··· DATA SUPPLIED ···

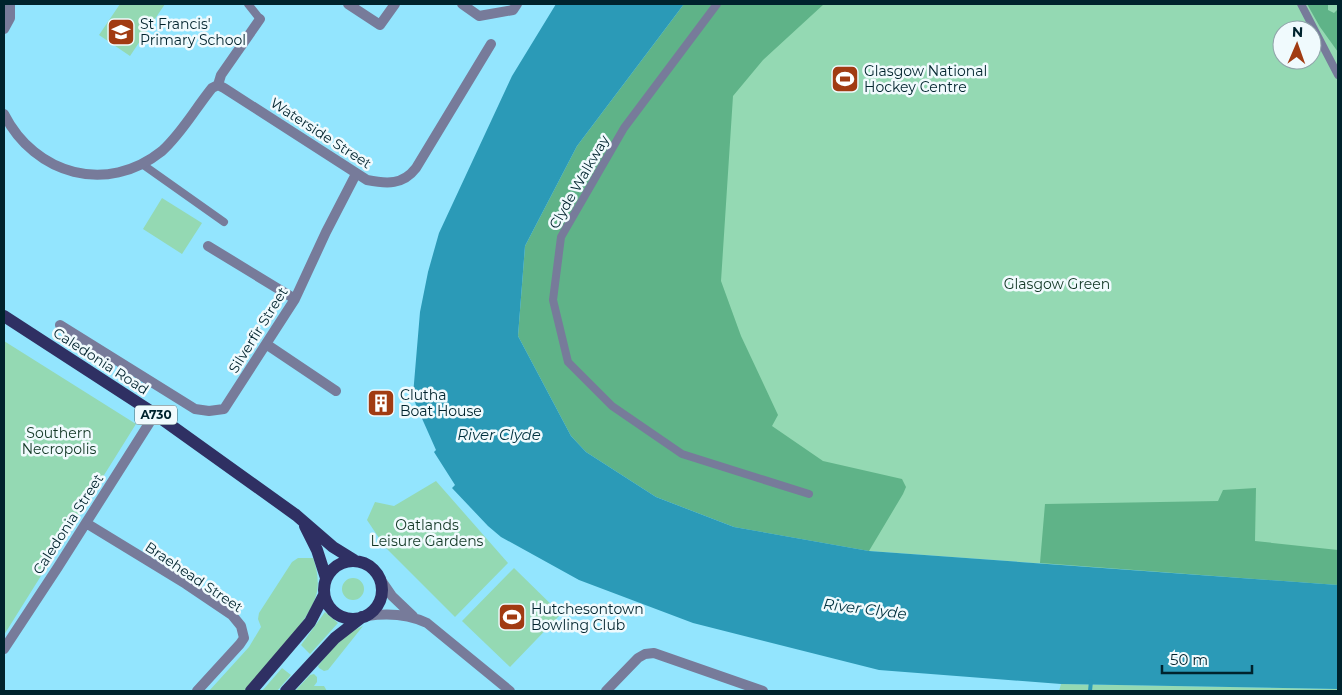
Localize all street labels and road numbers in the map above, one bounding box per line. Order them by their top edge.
street label: Waterside Street [267,94,375,173]
street label: Clyde Walkway [545,132,613,232]
street label: Silverfir Street [224,283,292,376]
street label: Caledonia Road [50,323,152,399]
road number: A730 [135,406,177,424]
street label: Caledonia Street [29,470,107,578]
street label: Braehead Street [142,538,246,616]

···

#### TASK DIRECTIONS:
Reproduce the data above in full, exactly as it is, with the pictures left out.

#### RESULT FOR THIS TASK:
Localize all street labels and road numbers in the map above, one bounding box per line. Order them by their top edge.
street label: Waterside Street [267,94,375,173]
street label: Clyde Walkway [545,132,613,232]
street label: Silverfir Street [224,283,292,376]
street label: Caledonia Road [50,323,152,399]
road number: A730 [135,406,177,424]
street label: Caledonia Street [29,470,107,578]
street label: Braehead Street [142,538,246,616]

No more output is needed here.